■ **Your goal**
Go line by line through the entries below and copy those containing the string "fabs".

■ **Exercise materials**
=== Section Start ===
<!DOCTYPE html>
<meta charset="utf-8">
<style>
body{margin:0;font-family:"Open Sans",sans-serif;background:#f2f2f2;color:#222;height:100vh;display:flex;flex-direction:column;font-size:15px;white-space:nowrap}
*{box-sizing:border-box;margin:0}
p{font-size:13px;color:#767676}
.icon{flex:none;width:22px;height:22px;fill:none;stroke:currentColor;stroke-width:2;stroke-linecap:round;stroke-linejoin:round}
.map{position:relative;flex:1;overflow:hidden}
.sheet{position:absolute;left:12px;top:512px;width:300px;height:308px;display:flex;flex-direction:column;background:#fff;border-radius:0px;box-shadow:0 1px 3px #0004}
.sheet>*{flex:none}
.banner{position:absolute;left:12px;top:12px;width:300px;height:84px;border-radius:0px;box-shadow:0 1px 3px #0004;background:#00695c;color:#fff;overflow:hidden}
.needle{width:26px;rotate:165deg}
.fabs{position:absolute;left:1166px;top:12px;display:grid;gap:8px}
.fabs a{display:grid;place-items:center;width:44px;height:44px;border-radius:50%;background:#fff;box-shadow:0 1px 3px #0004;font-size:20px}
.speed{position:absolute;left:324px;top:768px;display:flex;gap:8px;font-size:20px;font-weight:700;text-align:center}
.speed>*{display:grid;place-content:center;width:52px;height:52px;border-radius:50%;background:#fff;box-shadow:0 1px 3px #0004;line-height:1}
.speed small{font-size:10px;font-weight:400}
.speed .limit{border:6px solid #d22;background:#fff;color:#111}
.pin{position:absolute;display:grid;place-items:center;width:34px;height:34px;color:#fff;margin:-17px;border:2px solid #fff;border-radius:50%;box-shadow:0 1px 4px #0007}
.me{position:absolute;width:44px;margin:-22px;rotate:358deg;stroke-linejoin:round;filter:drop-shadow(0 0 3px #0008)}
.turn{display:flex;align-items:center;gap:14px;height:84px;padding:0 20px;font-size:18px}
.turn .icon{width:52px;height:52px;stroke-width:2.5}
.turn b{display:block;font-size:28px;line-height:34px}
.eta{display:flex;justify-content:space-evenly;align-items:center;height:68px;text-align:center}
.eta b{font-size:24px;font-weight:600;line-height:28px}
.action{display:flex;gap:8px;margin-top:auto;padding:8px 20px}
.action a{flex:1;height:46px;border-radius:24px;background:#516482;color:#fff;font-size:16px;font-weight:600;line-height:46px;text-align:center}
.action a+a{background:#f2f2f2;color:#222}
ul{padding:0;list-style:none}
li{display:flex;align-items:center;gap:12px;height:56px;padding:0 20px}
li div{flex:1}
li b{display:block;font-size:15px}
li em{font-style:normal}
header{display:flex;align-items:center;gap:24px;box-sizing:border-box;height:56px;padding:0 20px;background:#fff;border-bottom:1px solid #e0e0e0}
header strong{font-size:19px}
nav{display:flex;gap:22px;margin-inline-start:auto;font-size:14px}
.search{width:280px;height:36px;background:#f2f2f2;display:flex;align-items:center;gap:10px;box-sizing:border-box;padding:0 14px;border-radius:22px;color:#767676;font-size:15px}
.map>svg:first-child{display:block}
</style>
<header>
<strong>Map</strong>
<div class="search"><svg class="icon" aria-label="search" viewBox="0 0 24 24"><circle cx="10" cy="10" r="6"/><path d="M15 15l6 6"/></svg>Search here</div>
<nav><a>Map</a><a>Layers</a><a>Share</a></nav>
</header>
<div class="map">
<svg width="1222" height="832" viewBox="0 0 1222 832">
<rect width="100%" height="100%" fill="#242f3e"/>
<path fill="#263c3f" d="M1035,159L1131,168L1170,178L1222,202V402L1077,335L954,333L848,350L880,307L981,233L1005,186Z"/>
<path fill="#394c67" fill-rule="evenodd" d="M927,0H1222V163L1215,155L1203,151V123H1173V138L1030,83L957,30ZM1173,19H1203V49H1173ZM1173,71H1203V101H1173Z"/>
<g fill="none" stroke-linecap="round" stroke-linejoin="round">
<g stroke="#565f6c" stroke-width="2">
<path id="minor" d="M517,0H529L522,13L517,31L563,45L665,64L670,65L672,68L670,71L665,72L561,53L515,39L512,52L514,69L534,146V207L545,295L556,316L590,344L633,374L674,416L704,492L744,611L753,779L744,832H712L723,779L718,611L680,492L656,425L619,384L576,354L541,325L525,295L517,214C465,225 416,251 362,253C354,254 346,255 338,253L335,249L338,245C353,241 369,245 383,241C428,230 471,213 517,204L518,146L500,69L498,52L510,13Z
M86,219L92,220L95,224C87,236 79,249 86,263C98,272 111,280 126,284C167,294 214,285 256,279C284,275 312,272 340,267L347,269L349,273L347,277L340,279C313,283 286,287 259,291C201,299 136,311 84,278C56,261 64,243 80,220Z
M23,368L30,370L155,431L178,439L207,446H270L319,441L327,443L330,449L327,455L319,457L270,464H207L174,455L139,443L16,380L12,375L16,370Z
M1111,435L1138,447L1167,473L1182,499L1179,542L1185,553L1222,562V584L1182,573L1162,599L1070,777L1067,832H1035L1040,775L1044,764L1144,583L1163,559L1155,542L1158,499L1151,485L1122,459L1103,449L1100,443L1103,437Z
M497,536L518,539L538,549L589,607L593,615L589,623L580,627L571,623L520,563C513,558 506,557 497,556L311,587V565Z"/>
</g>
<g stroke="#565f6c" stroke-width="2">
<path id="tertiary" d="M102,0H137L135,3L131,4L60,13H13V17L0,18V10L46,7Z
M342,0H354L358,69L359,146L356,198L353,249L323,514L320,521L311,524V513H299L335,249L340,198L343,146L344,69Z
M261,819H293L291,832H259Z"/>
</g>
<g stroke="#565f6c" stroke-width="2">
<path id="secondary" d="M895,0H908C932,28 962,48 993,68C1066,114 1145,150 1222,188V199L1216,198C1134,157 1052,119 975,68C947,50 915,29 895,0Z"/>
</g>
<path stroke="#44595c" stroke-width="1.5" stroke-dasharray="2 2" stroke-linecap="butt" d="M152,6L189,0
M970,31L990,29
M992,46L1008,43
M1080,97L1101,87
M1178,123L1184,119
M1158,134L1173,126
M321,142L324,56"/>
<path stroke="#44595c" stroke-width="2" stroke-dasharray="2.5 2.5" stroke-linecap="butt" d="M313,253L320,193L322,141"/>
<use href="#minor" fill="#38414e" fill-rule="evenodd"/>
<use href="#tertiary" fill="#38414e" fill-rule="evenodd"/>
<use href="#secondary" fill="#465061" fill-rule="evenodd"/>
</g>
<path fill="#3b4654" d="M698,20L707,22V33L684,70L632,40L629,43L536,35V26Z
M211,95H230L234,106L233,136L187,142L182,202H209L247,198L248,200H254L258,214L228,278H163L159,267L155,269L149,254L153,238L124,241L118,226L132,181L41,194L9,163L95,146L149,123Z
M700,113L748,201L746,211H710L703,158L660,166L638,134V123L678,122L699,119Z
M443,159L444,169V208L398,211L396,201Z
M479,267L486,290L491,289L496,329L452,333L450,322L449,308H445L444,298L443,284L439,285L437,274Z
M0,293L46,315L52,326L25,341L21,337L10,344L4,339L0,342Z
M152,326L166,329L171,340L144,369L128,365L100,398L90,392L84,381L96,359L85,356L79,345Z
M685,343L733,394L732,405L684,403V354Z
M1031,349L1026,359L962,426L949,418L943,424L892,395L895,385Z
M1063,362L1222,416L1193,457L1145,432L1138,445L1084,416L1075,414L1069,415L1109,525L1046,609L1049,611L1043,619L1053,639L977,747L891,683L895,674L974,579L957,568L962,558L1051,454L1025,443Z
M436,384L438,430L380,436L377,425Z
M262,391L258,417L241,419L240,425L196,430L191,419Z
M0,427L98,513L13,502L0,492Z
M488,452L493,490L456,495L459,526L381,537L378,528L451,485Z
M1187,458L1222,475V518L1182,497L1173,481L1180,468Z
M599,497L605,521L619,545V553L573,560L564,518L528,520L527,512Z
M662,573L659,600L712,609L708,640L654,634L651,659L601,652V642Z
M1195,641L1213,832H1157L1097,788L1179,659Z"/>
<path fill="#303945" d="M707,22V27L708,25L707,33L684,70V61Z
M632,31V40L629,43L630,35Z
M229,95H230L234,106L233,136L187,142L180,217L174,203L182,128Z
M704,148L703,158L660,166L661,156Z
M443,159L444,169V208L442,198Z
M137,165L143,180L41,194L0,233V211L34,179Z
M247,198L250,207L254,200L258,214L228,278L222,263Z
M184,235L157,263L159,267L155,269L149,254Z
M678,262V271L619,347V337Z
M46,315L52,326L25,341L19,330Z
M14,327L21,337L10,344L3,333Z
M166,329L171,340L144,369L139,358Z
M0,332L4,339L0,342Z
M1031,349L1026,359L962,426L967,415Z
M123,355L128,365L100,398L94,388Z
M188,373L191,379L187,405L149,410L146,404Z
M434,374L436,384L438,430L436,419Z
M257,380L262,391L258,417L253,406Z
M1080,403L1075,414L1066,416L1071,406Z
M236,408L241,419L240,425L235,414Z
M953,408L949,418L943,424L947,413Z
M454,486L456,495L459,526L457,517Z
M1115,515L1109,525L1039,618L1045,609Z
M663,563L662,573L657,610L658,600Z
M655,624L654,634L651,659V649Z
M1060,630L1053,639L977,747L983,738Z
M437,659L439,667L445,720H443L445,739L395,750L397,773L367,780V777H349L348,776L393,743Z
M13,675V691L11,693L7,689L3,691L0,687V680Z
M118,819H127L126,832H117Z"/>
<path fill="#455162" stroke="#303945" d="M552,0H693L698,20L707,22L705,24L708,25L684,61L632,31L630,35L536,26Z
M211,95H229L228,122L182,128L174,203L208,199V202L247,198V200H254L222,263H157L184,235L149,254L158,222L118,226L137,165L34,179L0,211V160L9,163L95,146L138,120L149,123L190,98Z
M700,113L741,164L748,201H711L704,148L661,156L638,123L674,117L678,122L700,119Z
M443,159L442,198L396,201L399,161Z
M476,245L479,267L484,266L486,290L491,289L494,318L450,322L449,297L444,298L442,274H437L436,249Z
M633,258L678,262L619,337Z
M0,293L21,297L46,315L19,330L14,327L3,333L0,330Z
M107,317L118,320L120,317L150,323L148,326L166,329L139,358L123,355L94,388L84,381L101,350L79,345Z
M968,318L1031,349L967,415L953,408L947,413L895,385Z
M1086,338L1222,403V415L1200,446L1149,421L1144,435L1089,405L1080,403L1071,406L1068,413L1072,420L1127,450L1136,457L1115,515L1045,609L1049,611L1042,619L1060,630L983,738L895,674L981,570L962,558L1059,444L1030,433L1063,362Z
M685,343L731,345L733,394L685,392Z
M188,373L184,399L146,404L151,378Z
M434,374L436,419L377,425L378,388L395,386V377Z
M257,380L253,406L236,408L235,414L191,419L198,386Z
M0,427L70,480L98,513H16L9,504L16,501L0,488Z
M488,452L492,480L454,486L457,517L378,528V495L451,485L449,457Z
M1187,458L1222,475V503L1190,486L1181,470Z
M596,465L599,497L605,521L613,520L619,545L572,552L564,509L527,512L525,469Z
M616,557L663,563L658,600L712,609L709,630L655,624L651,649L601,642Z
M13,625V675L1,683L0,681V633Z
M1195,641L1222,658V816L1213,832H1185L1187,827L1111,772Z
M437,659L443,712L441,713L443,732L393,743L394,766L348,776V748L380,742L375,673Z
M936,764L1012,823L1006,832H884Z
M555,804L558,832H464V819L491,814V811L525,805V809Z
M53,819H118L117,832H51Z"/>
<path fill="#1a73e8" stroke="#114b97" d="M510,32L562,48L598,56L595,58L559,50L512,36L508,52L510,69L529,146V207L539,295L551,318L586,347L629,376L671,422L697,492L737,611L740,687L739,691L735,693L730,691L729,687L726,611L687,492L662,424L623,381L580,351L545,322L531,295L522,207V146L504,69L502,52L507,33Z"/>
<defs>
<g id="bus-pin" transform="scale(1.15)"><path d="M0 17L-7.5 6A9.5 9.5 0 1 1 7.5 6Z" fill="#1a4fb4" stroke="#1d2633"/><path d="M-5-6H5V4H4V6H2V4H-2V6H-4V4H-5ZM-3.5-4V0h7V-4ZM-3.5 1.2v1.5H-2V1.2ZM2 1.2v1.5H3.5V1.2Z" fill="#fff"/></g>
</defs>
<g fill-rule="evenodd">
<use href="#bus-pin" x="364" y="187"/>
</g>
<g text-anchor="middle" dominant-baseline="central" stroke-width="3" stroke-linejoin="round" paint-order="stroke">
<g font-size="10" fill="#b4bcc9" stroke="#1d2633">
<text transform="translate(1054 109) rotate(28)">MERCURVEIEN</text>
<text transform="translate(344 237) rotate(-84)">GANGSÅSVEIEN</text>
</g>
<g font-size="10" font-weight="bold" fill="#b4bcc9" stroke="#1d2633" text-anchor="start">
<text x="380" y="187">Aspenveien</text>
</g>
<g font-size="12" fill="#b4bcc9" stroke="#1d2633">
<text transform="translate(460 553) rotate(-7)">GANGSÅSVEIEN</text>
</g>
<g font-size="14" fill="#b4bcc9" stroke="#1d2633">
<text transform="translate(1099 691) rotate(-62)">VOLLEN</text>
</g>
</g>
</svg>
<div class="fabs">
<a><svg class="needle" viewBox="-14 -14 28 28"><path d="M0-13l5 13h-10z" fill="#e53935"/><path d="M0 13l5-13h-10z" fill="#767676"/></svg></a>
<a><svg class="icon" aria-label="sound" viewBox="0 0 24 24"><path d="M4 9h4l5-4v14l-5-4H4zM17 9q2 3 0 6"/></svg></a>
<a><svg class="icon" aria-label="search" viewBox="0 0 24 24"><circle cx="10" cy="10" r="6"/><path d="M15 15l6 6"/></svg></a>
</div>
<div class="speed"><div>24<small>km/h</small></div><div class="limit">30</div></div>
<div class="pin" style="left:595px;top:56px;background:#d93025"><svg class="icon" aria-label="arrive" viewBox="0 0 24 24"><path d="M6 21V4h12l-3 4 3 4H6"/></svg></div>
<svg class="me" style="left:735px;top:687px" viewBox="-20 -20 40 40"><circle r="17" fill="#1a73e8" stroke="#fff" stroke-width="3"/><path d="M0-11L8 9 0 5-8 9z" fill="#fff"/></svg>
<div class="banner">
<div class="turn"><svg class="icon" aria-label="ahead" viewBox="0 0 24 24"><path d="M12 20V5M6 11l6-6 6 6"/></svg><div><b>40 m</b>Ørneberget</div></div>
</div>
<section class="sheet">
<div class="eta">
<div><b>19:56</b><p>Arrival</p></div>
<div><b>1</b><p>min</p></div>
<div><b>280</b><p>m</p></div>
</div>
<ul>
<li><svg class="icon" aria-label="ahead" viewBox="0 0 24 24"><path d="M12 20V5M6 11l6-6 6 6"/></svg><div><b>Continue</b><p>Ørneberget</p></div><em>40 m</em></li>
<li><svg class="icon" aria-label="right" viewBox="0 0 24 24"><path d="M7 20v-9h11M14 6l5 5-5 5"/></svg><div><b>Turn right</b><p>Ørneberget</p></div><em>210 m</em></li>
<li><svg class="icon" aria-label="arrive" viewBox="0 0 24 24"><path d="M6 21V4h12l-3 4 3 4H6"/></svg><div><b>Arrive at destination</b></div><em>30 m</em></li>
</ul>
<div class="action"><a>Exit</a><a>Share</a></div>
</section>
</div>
=== Section End ===
■ **Task answer**
.fabs{position:absolute;left:1166px;top:12px;display:grid;gap:8px}
.fabs a{display:grid;place-items:center;width:44px;height:44px;border-radius:50%;background:#fff;box-shadow:0 1px 3px #0004;font-size:20px}
<div class="fabs">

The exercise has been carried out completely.